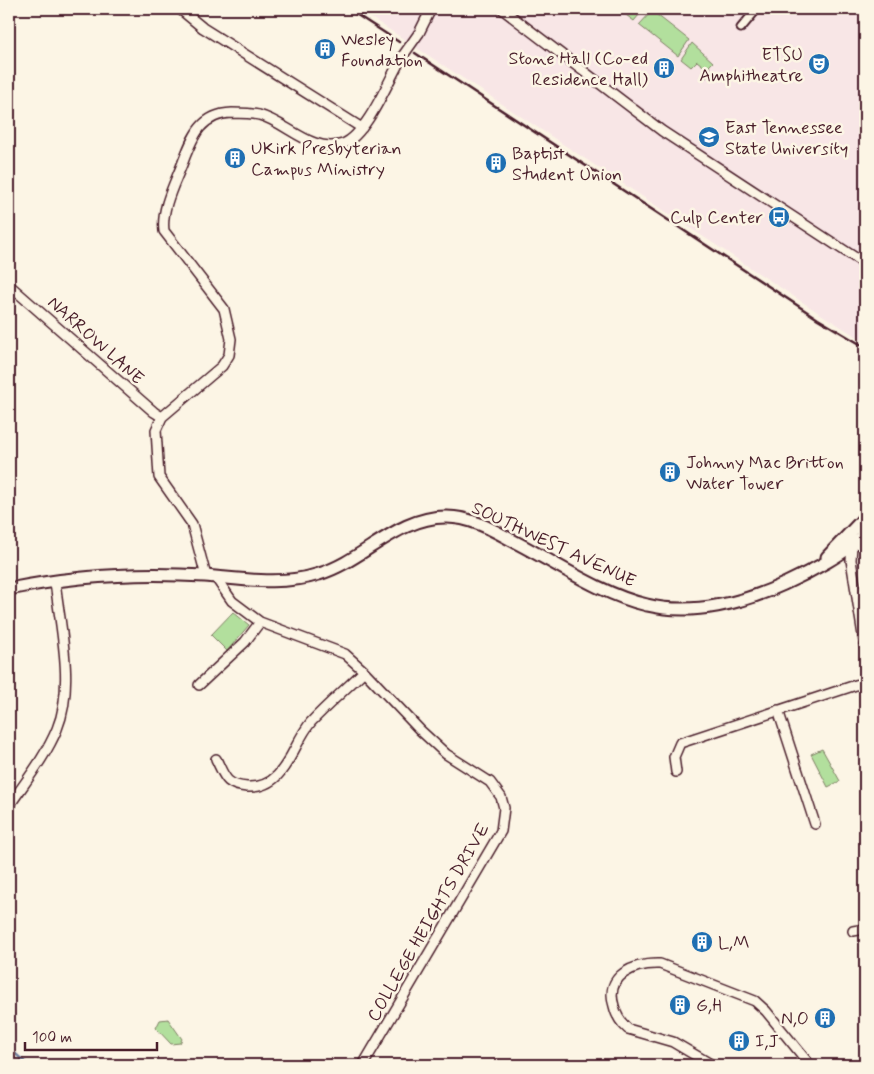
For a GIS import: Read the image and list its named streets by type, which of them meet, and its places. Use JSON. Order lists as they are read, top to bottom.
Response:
{
  "streets": {
    "street": ["NARROW LANE", "SOUTHWEST AVENUE", "COLLEGE HEIGHTS DRIVE"]
  },
  "crossings": [
    ["NARROW LANE", "COLLEGE HEIGHTS DRIVE"],
    ["SOUTHWEST AVENUE", "COLLEGE HEIGHTS DRIVE"]
  ],
  "places": {
    "building": [
      "Wesley Foundation",
      "Stone Hall (Co-ed Residence Hall)",
      "UKirk Presbyterian Campus Ministry",
      "Baptist Student Union",
      "Johnny Mac Britton Water Tower",
      "L,M",
      "G,H",
      "N,O",
      "I,J"
    ],
    "theatre": ["ETSU Amphitheatre"],
    "school or university": ["East Tennessee State University"],
    "bus stop": ["Culp Center"]
  },
  "scale_bar": "100 m"
}
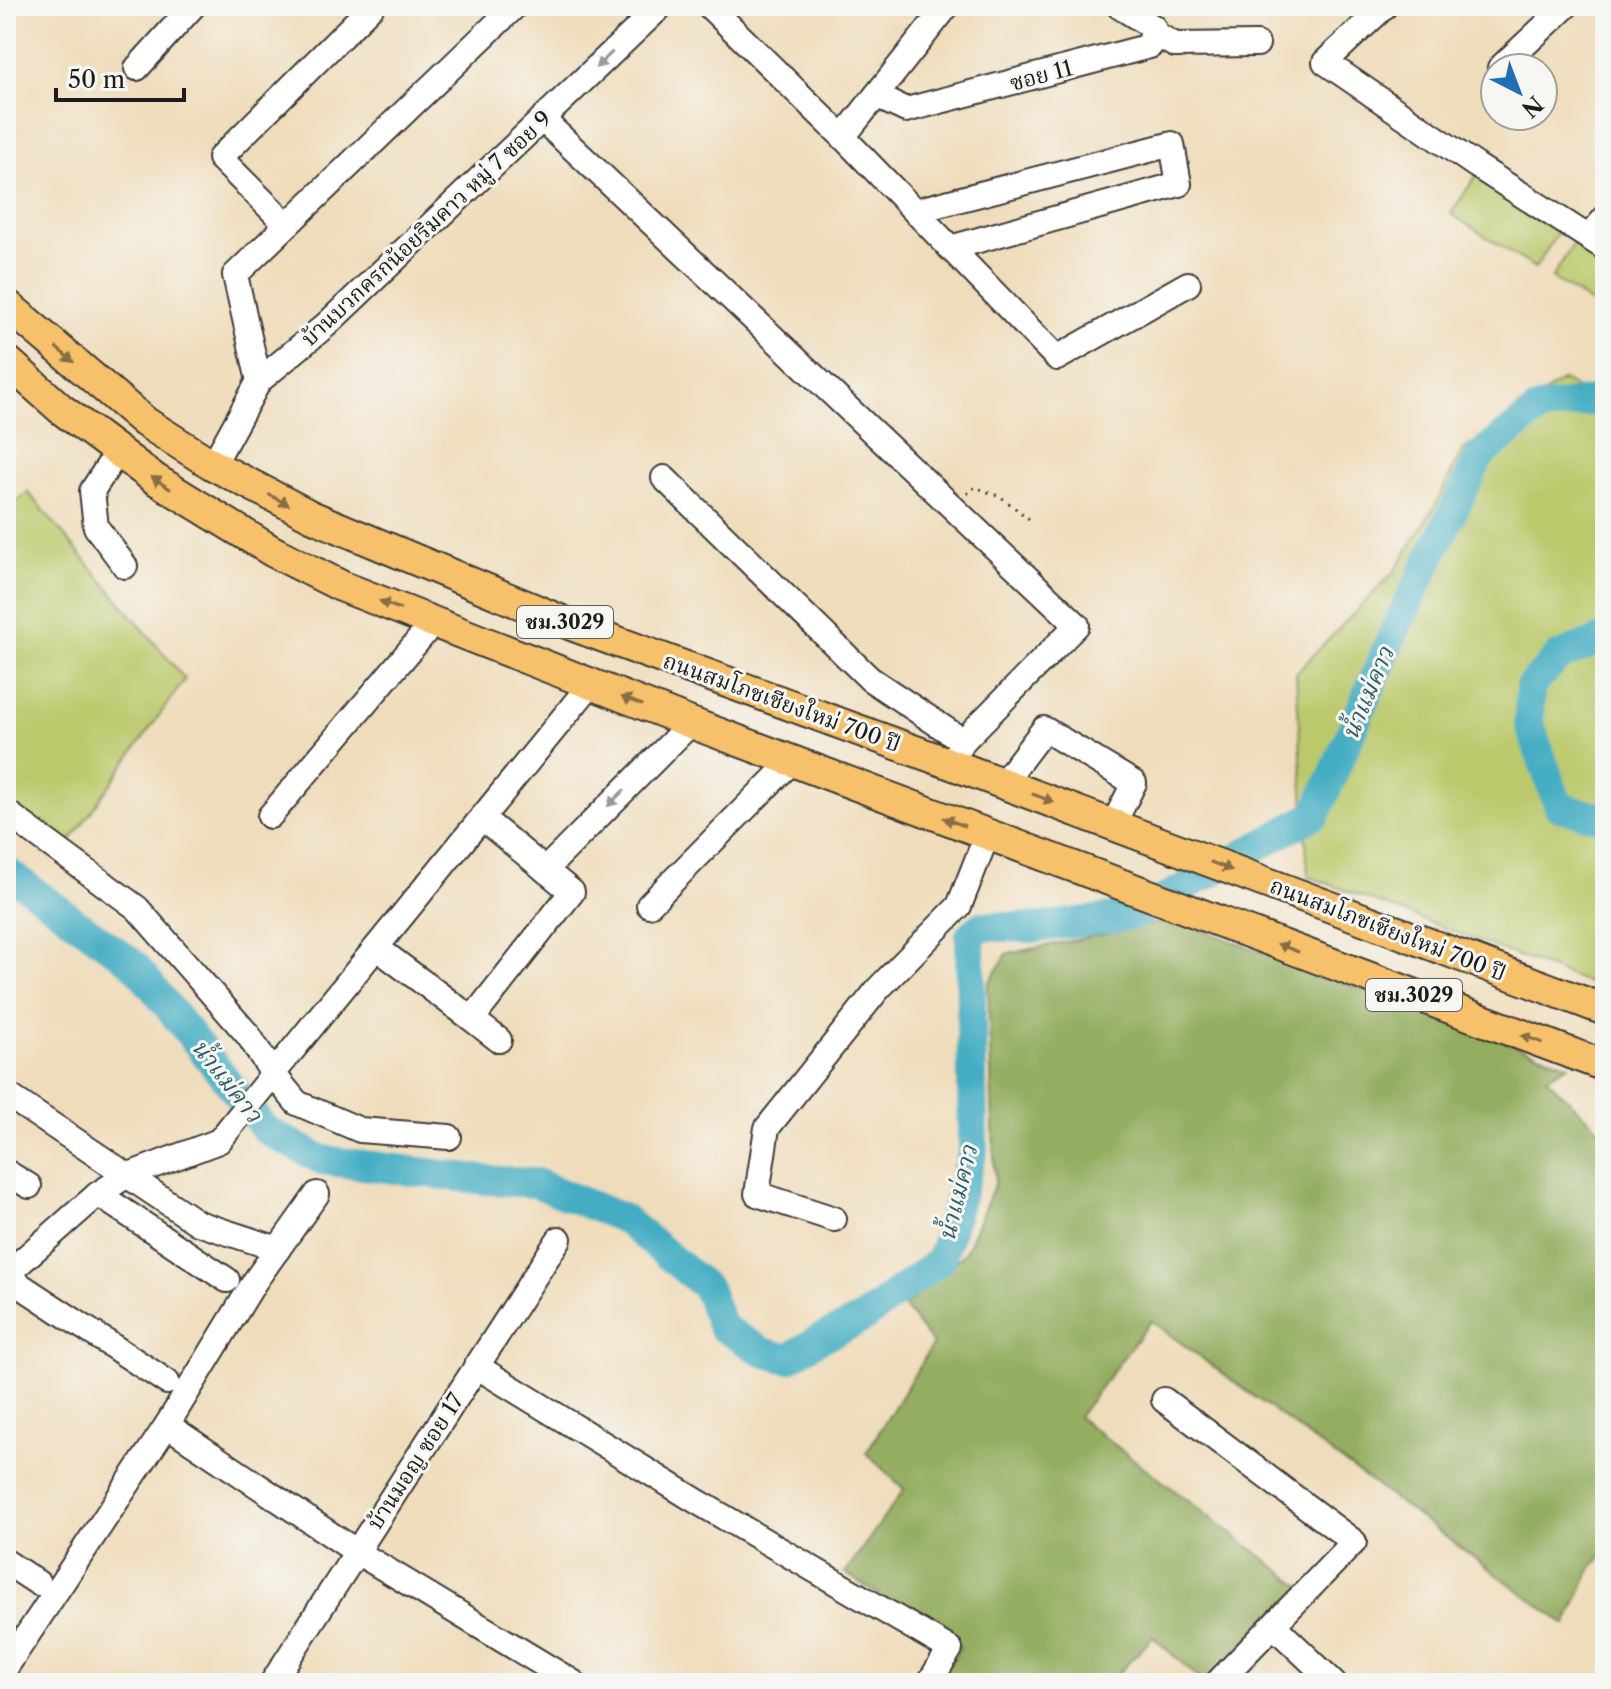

====================

Keep every word of the material exactly as given. Drop the pictures.

For a GIS import: Read the image and list its named streets by type, which of them meet, and its places. Use JSON. Order lists as they are read, top to bottom.
Response:
{
  "streets": {
    "street": ["NARROW LANE", "SOUTHWEST AVENUE", "COLLEGE HEIGHTS DRIVE"]
  },
  "crossings": [
    ["NARROW LANE", "COLLEGE HEIGHTS DRIVE"],
    ["SOUTHWEST AVENUE", "COLLEGE HEIGHTS DRIVE"]
  ],
  "places": {
    "building": [
      "Wesley Foundation",
      "Stone Hall (Co-ed Residence Hall)",
      "UKirk Presbyterian Campus Ministry",
      "Baptist Student Union",
      "Johnny Mac Britton Water Tower",
      "L,M",
      "G,H",
      "N,O",
      "I,J"
    ],
    "theatre": ["ETSU Amphitheatre"],
    "school or university": ["East Tennessee State University"],
    "bus stop": ["Culp Center"]
  },
  "scale_bar": "100 m"
}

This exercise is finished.